Mix well and turn off the frying pan.
Transfer to a bowl. Add Soy sauce to your liking, mix well, serve.


----------



## GotGarlic (Apr 12, 2018)

CharlieD said:


> Leek salad.
> 
> Therely (darn how do you spell that?) wash the leeks...



Thoroughly


----------



## CharlieD (Apr 12, 2018)

Thank you. Been trying to figure out for like 15 minutes spelling all kind of ways, but Google was too stupid to figure out. I knew I was doing it wrong, just did not know what would be right.


----------



## GotGarlic (Apr 12, 2018)

CharlieD said:


> Thank you. Been trying to figure out for like 15 minutes spelling all kind of ways, but Google was too stupid to figure out. I knew I was doing it wrong, just did not know what would be right.


You're welcome [emoji2]


----------



## CraigC (Apr 13, 2018)

They make great fish bait! When the fish comes up to take a leek, knock em in the head with a billy club.


----------



## JustJoel (Apr 13, 2018)

CraigC said:


> They make great fish bait! When the fish comes up to take a leek, knock em in the head with a billy club.


Haha, this is the version I learned (Y’all are probably too young,)

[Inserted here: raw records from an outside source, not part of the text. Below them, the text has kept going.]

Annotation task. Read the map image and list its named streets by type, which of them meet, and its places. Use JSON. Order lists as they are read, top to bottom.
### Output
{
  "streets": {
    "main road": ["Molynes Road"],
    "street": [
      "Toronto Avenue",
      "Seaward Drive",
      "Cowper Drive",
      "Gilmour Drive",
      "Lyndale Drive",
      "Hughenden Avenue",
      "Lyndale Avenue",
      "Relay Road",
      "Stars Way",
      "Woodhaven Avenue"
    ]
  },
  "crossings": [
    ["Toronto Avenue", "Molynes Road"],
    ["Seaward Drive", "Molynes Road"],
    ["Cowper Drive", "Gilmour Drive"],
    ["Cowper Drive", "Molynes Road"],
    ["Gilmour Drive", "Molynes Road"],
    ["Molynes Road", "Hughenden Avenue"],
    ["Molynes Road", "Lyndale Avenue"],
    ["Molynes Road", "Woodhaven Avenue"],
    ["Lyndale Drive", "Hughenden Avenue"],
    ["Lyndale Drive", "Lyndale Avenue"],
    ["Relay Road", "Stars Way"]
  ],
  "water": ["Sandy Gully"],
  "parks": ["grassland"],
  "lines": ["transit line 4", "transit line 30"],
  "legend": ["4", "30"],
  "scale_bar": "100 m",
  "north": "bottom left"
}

How do you catch a polar bear?
Make a hole in the ice and surround it with peas. When the bear comes to take a pea, kick him in the ice hole.


----------



## dragnlaw (Apr 13, 2018)

LOL...  my version was fill the hole with ashes!


----------



## PrincessFiona60 (Apr 13, 2018)

LOL!  I use those jokes all the time at work...but then I work with the elderly...running away giggling madly....


----------